Exercise prompt: Wherever the word "guide" occurs in the listing, copy the whole line.

Dataset records:
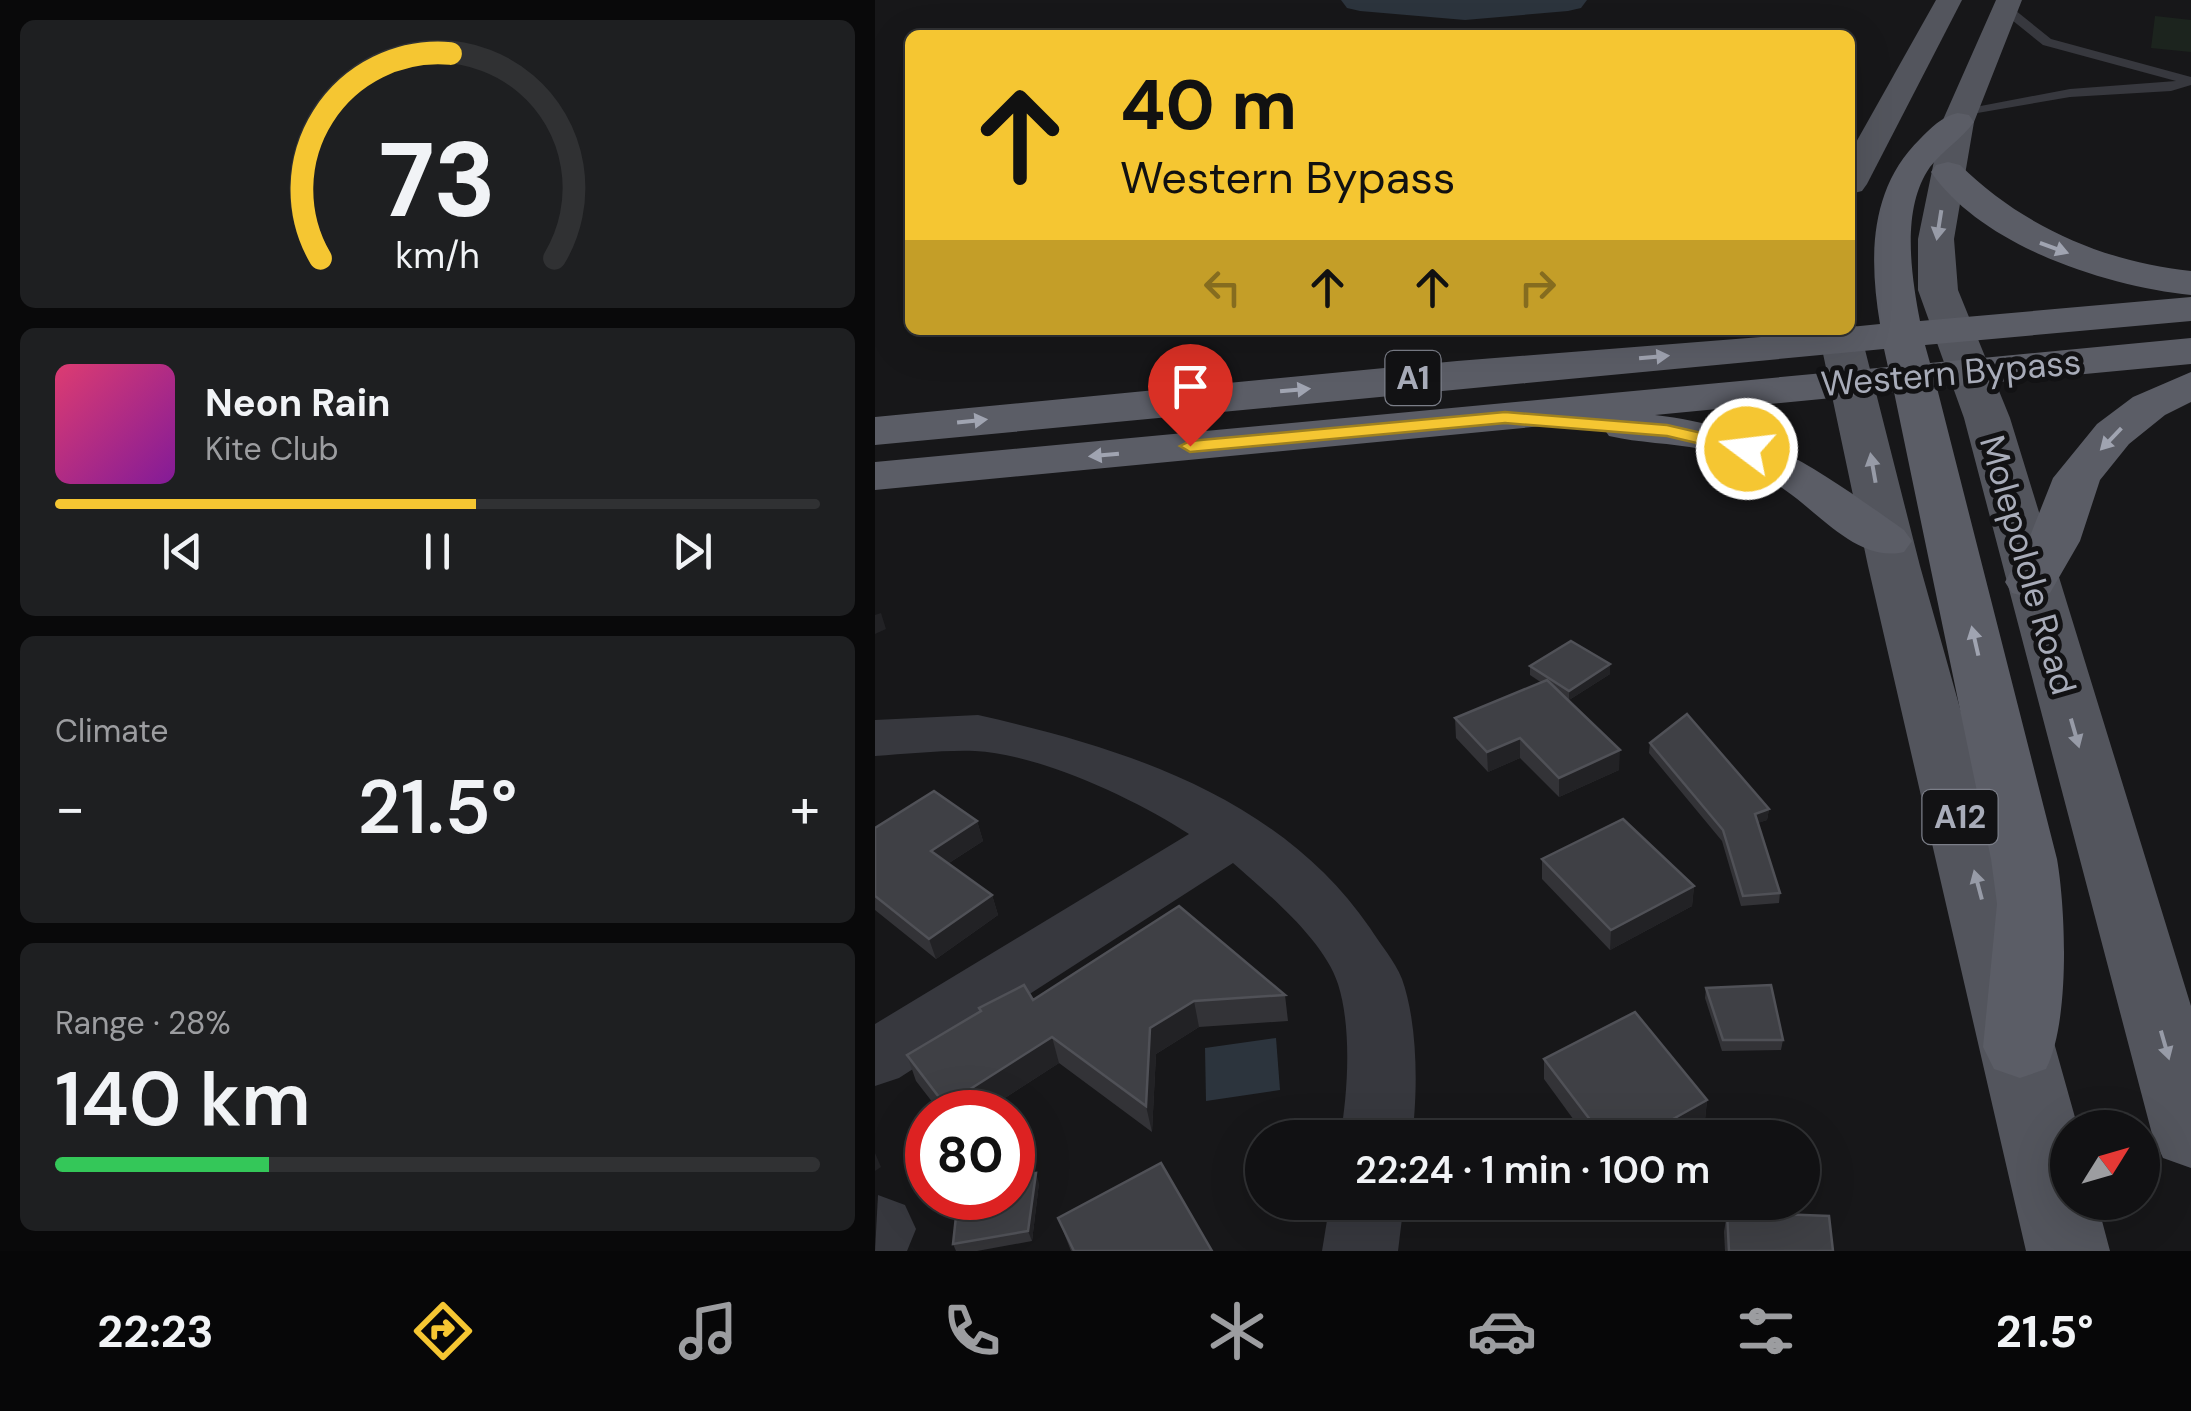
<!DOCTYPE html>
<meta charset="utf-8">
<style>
body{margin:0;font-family:"DM Sans",sans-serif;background:#1e1f21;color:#f1f3f6;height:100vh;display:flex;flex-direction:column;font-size:38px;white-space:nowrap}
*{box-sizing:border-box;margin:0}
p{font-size:32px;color:#9c9da0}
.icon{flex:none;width:55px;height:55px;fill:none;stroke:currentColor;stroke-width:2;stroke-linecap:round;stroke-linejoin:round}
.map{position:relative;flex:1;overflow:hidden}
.drawer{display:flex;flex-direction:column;gap:20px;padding:20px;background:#09090a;width:875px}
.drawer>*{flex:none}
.guide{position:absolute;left:30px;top:30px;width:950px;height:305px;border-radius:15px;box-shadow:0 10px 40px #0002,0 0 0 2px #303133;background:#f5c632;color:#111;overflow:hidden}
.needle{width:65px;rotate:53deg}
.controls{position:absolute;left:1175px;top:1110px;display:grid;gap:20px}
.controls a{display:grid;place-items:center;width:110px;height:110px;border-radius:50%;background:#111113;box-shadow:0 10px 40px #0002,0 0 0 2px #303133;font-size:50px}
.speed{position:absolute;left:30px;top:1090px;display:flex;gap:20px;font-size:50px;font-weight:700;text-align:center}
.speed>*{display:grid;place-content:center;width:130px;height:130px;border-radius:50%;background:#111113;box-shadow:0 10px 40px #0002,0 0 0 2px #303133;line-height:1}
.speed .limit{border:15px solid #d22;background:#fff;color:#111}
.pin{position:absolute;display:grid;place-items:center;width:85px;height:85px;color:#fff;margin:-102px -42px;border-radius:50% 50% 50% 0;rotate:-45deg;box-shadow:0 0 10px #0007}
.pin .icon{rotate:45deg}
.me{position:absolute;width:110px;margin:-55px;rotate:285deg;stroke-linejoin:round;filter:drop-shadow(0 0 8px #0008)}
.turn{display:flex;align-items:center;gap:35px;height:210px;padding:0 50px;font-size:45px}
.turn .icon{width:130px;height:130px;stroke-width:2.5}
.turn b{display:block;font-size:70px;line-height:85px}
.lanes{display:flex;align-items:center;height:95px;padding:0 50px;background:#0003;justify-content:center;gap:50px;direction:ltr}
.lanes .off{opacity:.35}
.big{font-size:75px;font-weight:600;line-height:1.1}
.drawer .tile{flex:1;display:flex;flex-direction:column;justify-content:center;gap:15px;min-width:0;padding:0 35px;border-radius:15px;background:#1e1f21}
.drawer .dial{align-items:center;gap:0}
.dial svg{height:260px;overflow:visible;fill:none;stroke:#303133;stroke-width:7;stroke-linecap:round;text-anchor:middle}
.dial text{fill:#f1f3f6;stroke:none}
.song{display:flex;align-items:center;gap:30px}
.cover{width:120px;height:120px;border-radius:15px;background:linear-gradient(135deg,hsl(340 70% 55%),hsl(290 70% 35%))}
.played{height:10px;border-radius:5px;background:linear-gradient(90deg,#f5c632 55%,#303133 55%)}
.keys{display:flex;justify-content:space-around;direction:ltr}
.heat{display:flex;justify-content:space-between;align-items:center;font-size:55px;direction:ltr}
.charge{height:15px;border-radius:8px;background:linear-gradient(90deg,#34c759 28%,#303133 0)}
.trip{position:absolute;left:370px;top:1120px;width:575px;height:100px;border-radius:50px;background:#111113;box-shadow:0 10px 40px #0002,0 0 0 2px #303133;font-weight:600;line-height:100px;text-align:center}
.menu{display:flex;height:160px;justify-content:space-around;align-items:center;background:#070708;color:#9c9da0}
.menu .icon{width:70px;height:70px}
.menu .active{color:#f5c632}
.menu b{font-size:45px;color:#f1f3f6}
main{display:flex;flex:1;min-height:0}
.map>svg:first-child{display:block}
.green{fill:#1c241e}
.water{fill:#2c343d}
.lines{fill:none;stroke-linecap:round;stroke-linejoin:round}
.river{fill:#2c343d;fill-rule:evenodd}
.service{fill:#37383e;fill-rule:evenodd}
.minor{fill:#37383e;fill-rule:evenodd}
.primary{fill:#53555d;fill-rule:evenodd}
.trunk{fill:#5b5d66;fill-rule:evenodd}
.wall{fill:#333337}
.shaded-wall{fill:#222225}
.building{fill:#3f4045;stroke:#505157;stroke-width:2.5}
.oneway{fill:#979ba7}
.oneway2{fill:#a0a4b1}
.route{fill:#f5c632;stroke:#9f8120;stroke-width:2.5}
.labels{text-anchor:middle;stroke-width:10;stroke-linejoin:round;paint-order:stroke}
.shield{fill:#121214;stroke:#7b7e88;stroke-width:2.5}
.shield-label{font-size:32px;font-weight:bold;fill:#a8acb9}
.street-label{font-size:35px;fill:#a8acb9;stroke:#121214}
</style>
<main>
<section class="drawer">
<div class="tile dial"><svg viewBox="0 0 100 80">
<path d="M14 69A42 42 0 1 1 86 69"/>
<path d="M14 69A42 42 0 0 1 54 6" stroke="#f5c632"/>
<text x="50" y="56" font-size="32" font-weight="700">73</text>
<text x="50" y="72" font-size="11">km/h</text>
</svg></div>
<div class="tile">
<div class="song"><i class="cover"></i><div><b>Neon Rain</b><p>Kite Club</p></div></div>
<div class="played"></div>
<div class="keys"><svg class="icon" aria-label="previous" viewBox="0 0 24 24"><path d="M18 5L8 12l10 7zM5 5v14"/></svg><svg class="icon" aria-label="pause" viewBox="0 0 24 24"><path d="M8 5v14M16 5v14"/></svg><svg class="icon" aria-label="next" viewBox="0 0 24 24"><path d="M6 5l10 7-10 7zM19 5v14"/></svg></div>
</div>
<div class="tile"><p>Climate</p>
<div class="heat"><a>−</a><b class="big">21.5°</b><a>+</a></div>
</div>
<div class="tile"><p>Range · 28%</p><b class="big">140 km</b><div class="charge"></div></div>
</section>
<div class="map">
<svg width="1316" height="1251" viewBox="0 0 1316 1251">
<rect width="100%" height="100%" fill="#171719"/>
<polygon class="green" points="1280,16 1316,20 1316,52 1276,48"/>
<polygon class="water" points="401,1038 405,1090 331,1101 330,1048"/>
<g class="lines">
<polygon class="river" points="466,0 712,0 706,8 693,11 590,20 485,11 472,8"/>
<polygon class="service" points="1127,6 1135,6 1176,39 1316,77 1316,85 1296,91 1195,97 1085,116 1085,110 1090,109 1195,89 1301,81 1168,45 1127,12"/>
<g class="minor">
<path d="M 103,715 C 250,748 405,797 495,928 C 505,944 520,961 527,979 C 543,1024 543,1091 537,1138 L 465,1138 C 473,1093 477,1028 463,984 C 449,940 392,893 358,863 L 24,1078 L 0,1086 L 0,1024 L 314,834 C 260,799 165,754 100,751 C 67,750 33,754 0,756 L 0,720 Z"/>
<polygon points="3,1195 30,1205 41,1229 32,1251 0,1251"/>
<polygon points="455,1202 529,1202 523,1251 447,1251"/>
</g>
<g class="primary">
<polygon points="1061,0 1087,0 992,184 987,191 975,194 975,153"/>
<polygon points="1121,0 1147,0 1099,122 1079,239 1083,290 1135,418 1316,1006 1316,1168 1288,1158 1277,1134 1089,418 1043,290 1043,239 1067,122"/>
<polygon points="975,320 985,330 1045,566 1203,1128 1192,1128 1192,1202 1222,1202 1235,1251 1151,1251 993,566 943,330 975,330"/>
</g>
<g class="trunk">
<path d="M 1083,113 L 1094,115 L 1099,122 C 1087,139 1068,150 1055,167 C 1026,208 1036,274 1045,321 L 1316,297 L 1316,321 L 1050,345 L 1055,363 L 1316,338 L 1316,364 L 1062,388 L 1182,859 C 1191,911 1195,1022 1171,1069 L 1145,1078 L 1119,1069 L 1108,1047 L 1122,904 L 1116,859 L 1019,392 L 780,415 C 890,428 942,469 1029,530 L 1037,541 L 1029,552 C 984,563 945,514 910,490 C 885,473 856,456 826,449 C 796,443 764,443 734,436 L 727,426 L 731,420 L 0,490 L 0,462 L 1013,367 L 1009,349 L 0,445 L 0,417 L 582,361 L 975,330 L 975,327 L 1005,324 C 994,258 994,189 1045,139 C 1056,128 1067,116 1083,113 Z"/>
<path d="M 1073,162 L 1085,165 C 1147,226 1229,262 1316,271 L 1316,295 C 1230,286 1107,246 1056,172 L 1061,165 Z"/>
<polygon points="1316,372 1316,402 1290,415 1254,444 1225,480 1205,541 1175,593 1156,598 1137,593 1130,582 1153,541 1178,478 1222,424 1258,397"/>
</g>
</g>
<g class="wall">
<polygon points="655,666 735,674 694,700 744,770 684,797 645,758 613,772 581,738 580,718 667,683 655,675"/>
<polygon points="775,743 894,809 892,820 882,823 905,893 904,903 866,906 847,841 774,753"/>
<polygon points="102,821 108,841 74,863 117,895 123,915 61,959 0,910 0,828"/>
<polygon points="667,859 819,886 817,906 735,950 667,879"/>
<polygon points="831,988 908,1040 906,1050 847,1051 830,998"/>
<polygon points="410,995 413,1021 324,1027 281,1054 277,1132 184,1063 108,1112 65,1112 41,1081 32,1055 158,1000"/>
<polygon points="669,1059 832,1100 830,1120 799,1138 712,1138 669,1079"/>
<polygon points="164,1183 157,1241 102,1251 81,1251 78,1244"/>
<polygon points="852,1212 958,1251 850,1251 849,1232"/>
<polygon points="183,1218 337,1251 196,1251"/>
</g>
<g class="shaded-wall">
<polygon points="6,613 11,629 0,634 0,615"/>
<polygon points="735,664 735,674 694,700 694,691"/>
<polygon points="645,738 645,758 613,772 612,752"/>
<polygon points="745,750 744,770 684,797 684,778"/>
<polygon points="894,809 892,820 878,825 880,814"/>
<polygon points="102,821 108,841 63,870 56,851"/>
<polygon points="819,886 817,906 735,950 736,930"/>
<polygon points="117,895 123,915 61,959 54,939"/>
<polygon points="319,1001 324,1027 281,1054 277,1132 271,1106 275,1028"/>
<polygon points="177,1037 184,1063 108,1112 73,1112 70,1105"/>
<polygon points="832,1100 830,1120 799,1138 764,1138"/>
<polygon points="0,1153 6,1167 0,1171"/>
<polygon points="161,1173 164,1183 157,1241 153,1231"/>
</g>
<g class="building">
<polygon points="696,641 735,664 694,691 655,666"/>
<polygon points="672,680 745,750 684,778 645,738 612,752 580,718"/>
<polygon points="812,714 894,809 880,814 905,893 868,896 848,830 775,743"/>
<polygon points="59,791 102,821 56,851 117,895 54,939 0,896 0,828"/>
<polygon points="748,819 819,886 736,930 667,859"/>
<polygon points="304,906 410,995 319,1001 275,1028 271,1106 177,1037 70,1105 32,1055 106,1011 104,1008 149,985 158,1000"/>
<polygon points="896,985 908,1040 848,1040 831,988"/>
<polygon points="760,1012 832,1100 764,1138 729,1138 669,1059"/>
<polygon points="286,1163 337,1251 199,1251 183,1218"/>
<polygon points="161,1173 153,1231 78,1244 83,1198 138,1198 138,1176"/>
<polygon points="852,1212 954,1216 958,1251 854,1251"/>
</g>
<defs><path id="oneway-solid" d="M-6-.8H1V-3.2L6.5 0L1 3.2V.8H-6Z" transform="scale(2.5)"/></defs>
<g class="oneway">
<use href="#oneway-solid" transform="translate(1064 225) rotate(99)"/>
<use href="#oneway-solid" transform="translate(998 468) rotate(-100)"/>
<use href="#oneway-solid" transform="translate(1200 733) rotate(74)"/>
<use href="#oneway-solid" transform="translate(1103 885) rotate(-105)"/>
<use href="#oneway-solid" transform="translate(1290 1045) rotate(74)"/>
</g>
<g class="oneway2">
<use href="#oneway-solid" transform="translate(1179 248) rotate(20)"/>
<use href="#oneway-solid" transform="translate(779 357) rotate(-5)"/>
<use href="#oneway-solid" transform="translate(420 390) rotate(-5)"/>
<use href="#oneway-solid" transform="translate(97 421) rotate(-6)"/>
<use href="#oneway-solid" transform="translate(1236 439) rotate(134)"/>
<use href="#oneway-solid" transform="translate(229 455) rotate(175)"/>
<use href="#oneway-solid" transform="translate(1100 641) rotate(-103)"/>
</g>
<polygon class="route" points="630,412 792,425 879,445 882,449 872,455 792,436 630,423 315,452 305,446 315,441"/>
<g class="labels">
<g class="shield">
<rect x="510.5" y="351" width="55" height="54" rx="8"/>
<rect x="1047.5" y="790" width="75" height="54" rx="8"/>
</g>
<g class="shield-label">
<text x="538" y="389">A1</text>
<text x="1085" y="828">A12</text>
</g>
<g class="street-label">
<text transform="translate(1076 373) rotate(-5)" y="12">Western Bypass</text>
<text transform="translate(1153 565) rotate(74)" y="12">Molepolole Road</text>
</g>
</g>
</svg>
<div class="controls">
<a><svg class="needle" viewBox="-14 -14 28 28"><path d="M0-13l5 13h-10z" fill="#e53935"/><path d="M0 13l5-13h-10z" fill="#9c9da0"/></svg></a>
</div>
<div class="speed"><div class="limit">80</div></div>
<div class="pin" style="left:315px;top:446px;background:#d93025"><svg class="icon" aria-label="arrive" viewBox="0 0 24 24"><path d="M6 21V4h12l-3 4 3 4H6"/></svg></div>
<svg class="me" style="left:872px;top:449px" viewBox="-20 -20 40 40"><circle r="17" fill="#f5c632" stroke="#fff" stroke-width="3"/><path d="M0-11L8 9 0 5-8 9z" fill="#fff"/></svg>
<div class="trip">22:24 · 1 min · 100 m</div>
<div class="guide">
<div class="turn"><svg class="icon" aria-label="ahead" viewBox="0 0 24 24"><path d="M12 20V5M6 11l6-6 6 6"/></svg><div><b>40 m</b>Western Bypass</div></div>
<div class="lanes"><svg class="icon off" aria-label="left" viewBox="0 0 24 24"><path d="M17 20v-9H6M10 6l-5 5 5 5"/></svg><svg class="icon" aria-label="ahead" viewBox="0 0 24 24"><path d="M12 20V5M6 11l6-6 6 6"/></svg><svg class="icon" aria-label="ahead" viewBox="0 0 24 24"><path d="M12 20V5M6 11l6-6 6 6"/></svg><svg class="icon off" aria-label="right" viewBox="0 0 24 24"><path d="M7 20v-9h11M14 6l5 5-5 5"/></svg></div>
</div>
</div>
</main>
<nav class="menu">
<b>22:23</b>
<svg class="icon active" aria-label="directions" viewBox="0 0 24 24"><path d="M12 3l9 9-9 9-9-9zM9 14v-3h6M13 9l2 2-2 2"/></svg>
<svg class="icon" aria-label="music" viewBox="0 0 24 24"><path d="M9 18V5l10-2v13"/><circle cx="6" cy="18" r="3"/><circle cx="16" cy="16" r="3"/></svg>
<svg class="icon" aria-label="phone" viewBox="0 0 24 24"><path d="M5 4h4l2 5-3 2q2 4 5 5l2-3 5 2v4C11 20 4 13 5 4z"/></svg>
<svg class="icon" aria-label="climate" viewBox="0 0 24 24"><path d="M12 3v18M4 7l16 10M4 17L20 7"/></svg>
<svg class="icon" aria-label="car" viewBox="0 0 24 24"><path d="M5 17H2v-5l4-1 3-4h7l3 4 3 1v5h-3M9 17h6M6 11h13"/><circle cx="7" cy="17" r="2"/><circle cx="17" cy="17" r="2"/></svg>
<svg class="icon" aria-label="filters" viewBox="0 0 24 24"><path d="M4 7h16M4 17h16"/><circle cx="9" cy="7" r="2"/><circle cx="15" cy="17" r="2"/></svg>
<b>21.5°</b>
</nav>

Written answer:
.guide{position:absolute;left:30px;top:30px;width:950px;height:305px;border-radius:15px;box-shadow:0 10px 40px #0002,0 0 0 2px #303133;background:#f5c632;color:#111;overflow:hidden}
<div class="guide">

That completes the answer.